Differing historical perceptions between cultures has resulted in varying remembrances of the Holocaust, a British professor said yesterday at the College of Arts and Sciences as part of the Boston University Holocaust Education Committee’s ongoing Holocaust Education Week.
Tim Cole, an author and professor at the University of Bristol in the United Kingdom, is currently touring the United States, lecturing on the Holocaust while his students are on Spring Break. After speaking at BU, he will talk at Brandeis University later this week. He was first intrigued by the Holocaust as an undergraduate when two inspirational professors introduced him to the topic.
“I am not someone who wants to teach a lot about the Holocaust,” Cole said. “We have to understand who we are and where we came from. I don’t set out to teach any specific moral or ethical lessons in my lectures.”
In Cole’s lecture, titled “Making Sense of the Holocaust: From Anne Frank to Oscar Schindler,” he said numerous angles regarding how history perceive the Holocaust and how those perceptions vary between culture affect the way it is remembered.
While America and England show homegrown soldiers as liberating heroes, Hungary and Poland continue to exclude the impact on Jews in their teachings of the Holocaust, he said. The way the Holocaust is represented at the museum in Washington, D.C., he said, is obviously much different than the way people in Israel depict the event.
“There are also official and unofficial tellings of the Holocaust,” Cole said. The story of Anne Frank and the details of Oscar Schindler’s courage are “unofficial and non-state sanctioned tellings of the Holocaust with true ideals.”

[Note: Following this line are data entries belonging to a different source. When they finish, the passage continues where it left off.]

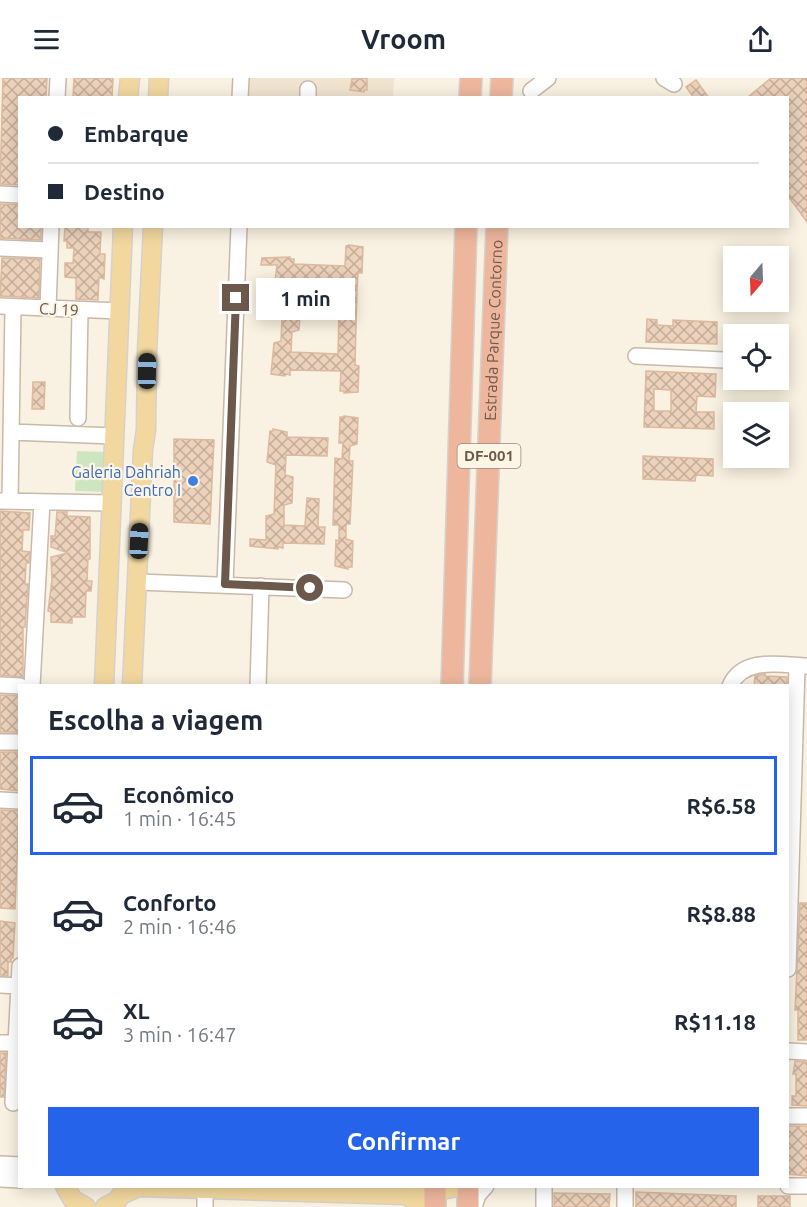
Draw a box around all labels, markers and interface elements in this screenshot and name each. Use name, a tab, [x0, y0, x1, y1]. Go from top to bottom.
icon: menu	[30, 23, 63, 56]
icon: share	[744, 23, 777, 56]
text: Vroom	[361, 24, 446, 54]
text: Embarque	[84, 121, 189, 146]
text: Destino	[84, 179, 165, 204]
street label: Estrada Parque Contorno	[481, 239, 505, 421]
north arrow	[723, 246, 789, 312]
map controls	[723, 246, 789, 468]
callout: 1 min	[257, 277, 356, 319]
route end	[222, 284, 249, 311]
text: 1 min	[280, 287, 331, 310]
street label: CJ 19	[39, 299, 79, 319]
button: locate	[723, 324, 789, 390]
car	[138, 353, 156, 389]
button: layers	[723, 402, 789, 468]
road number: DF-001	[458, 444, 520, 468]
place label: Galeria Dahriah Centro I	[71, 463, 181, 499]
marker: Galeria Dahriah Centro I	[186, 474, 200, 488]
car	[129, 523, 149, 559]
route start	[296, 574, 323, 601]
text: Escolha a viagem	[48, 705, 263, 735]
icon: car	[51, 779, 105, 833]
text: Econômico	[123, 782, 234, 807]
text: R$6.58	[687, 793, 756, 818]
text: 1 min · 16:45	[123, 807, 237, 830]
icon: car	[51, 887, 105, 941]
text: Conforto	[123, 890, 217, 915]
text: R$8.88	[687, 901, 756, 926]
text: 2 min · 16:46	[123, 915, 237, 938]
icon: car	[51, 995, 105, 1049]
text: XL	[123, 998, 150, 1023]
text: R$11.18	[674, 1009, 756, 1034]
text: 3 min · 16:47	[123, 1023, 237, 1046]
button: Confirmar	[48, 1107, 759, 1176]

“[Schindler’s List] gives us someone we can identify with, but also someone who is not perfect,” Cole said. “While the rescuer in the movie is relatable, the movie also offers a real hero.”

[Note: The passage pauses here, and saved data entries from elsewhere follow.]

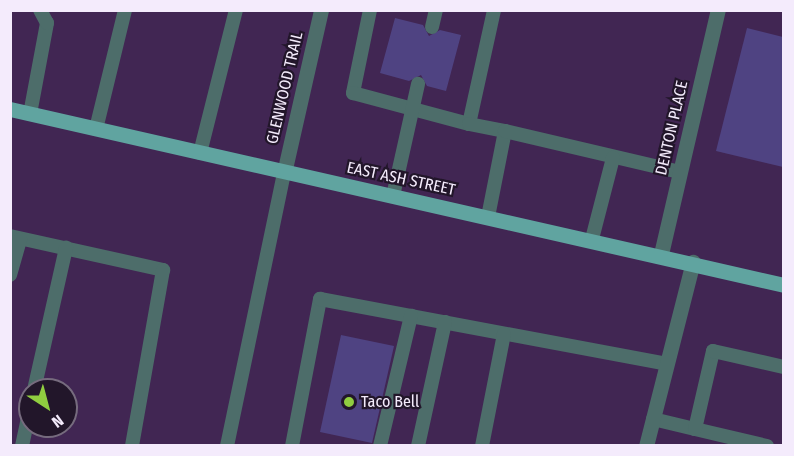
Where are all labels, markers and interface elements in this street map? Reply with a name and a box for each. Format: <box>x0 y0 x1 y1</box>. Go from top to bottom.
street label: GLENWOOD TRAIL <box>263 30 307 146</box>
street label: DENTON PLACE <box>652 79 692 177</box>
street label: EAST ASH STREET <box>345 158 457 200</box>
north arrow <box>18 378 78 438</box>
place label: Taco Bell <box>361 392 419 412</box>
marker: Taco Bell <box>342 395 356 409</box>
text: N <box>48 411 67 432</box>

Cole also said the anti-Semitism in the story of Anne Frank becomes racism, similarly indicative of American culture in the 1950s. “There was a downplaying and generalization of Jewishness.”
American museums show the Holocaust through the eyes of American soldiers, Cole said, turning American ideals on their head as the horrors of the Holocaust are unimaginable to some Americans.
“In trying to find a happy ending to the Holocaust, we come dangerously close to sugar-coating it,” Cole warned.
“Should we try to forget about it?” he asked. “I don’t think so. We need to teach how it really happened. The Holocaust becomes a marker of Jewish ethnicity.”